そう言っても、きっと貴羽は否定するだろう。
――アオちゃんがいてくれるから、私は一人じゃないんですよ。
そう言う。絶対。
誰も私たちを知らない世界で、私と貴羽の二人で、新しい人生を歩みたいと思うのは贅沢な話だろうか。
「アオちゃん、もうすぐお風呂が沸きますよ」
私が貴羽の家に置いている私物の中から、パジャマを持ってパタパタとリビングへやってきた。
「ありがとう貴羽。急いで入っちゃうね」
「いえ。ゆっくり入ってください」
貴羽の敬語も私の影響だ。厳しいことを言う貴羽の印象が少しでも和らぐと思って提案したのだが、今では気弱な印象を強めている。
「敬語、使わなくてもいいよ」
パジャマを受け取りながら言ってみる。いつものやり取りなので、返答はわかっていた。
「この方が楽なので、気にしないでください」
分厚い丸メガネをいじりながら、俯く。少しして、上目遣いで苦笑い。
「じゃあ、お風呂行ってくるね」
手を振って見送る貴羽。
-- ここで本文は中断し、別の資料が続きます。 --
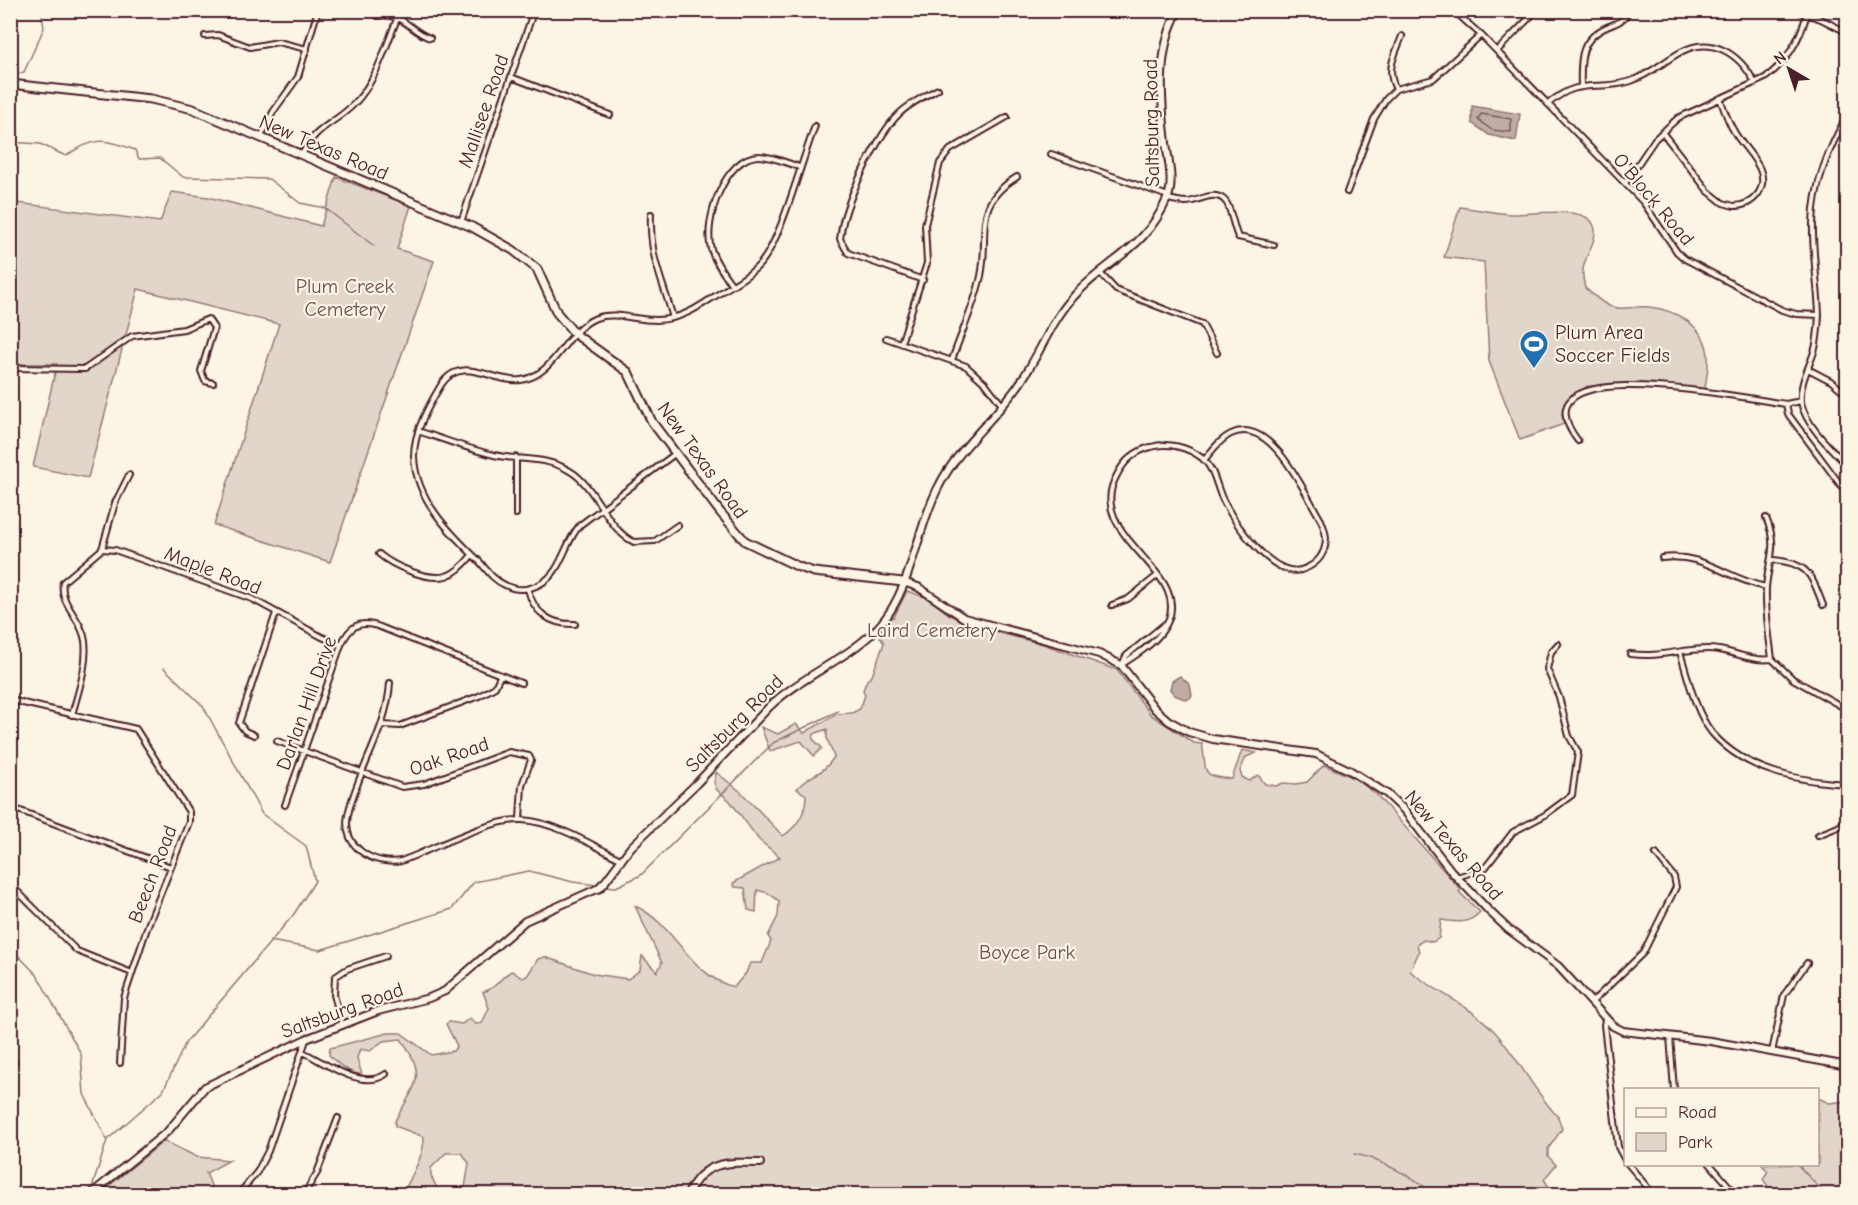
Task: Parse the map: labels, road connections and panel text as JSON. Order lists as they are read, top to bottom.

私は、私がしてしまったことが悪かったのではないか。そう思うことがよくある。しかし私が貴羽を変えなかった時のことはわからない。もしかしたら私が何もしなくても、貴羽はこうなっていたかもしれない。
そんなことはわからないけれど、少しでも貴羽が良い方へ進むように手助けをしていくしかない。純粋で素直な貴羽を悪いものから守ってあげられるのは、私しかいない。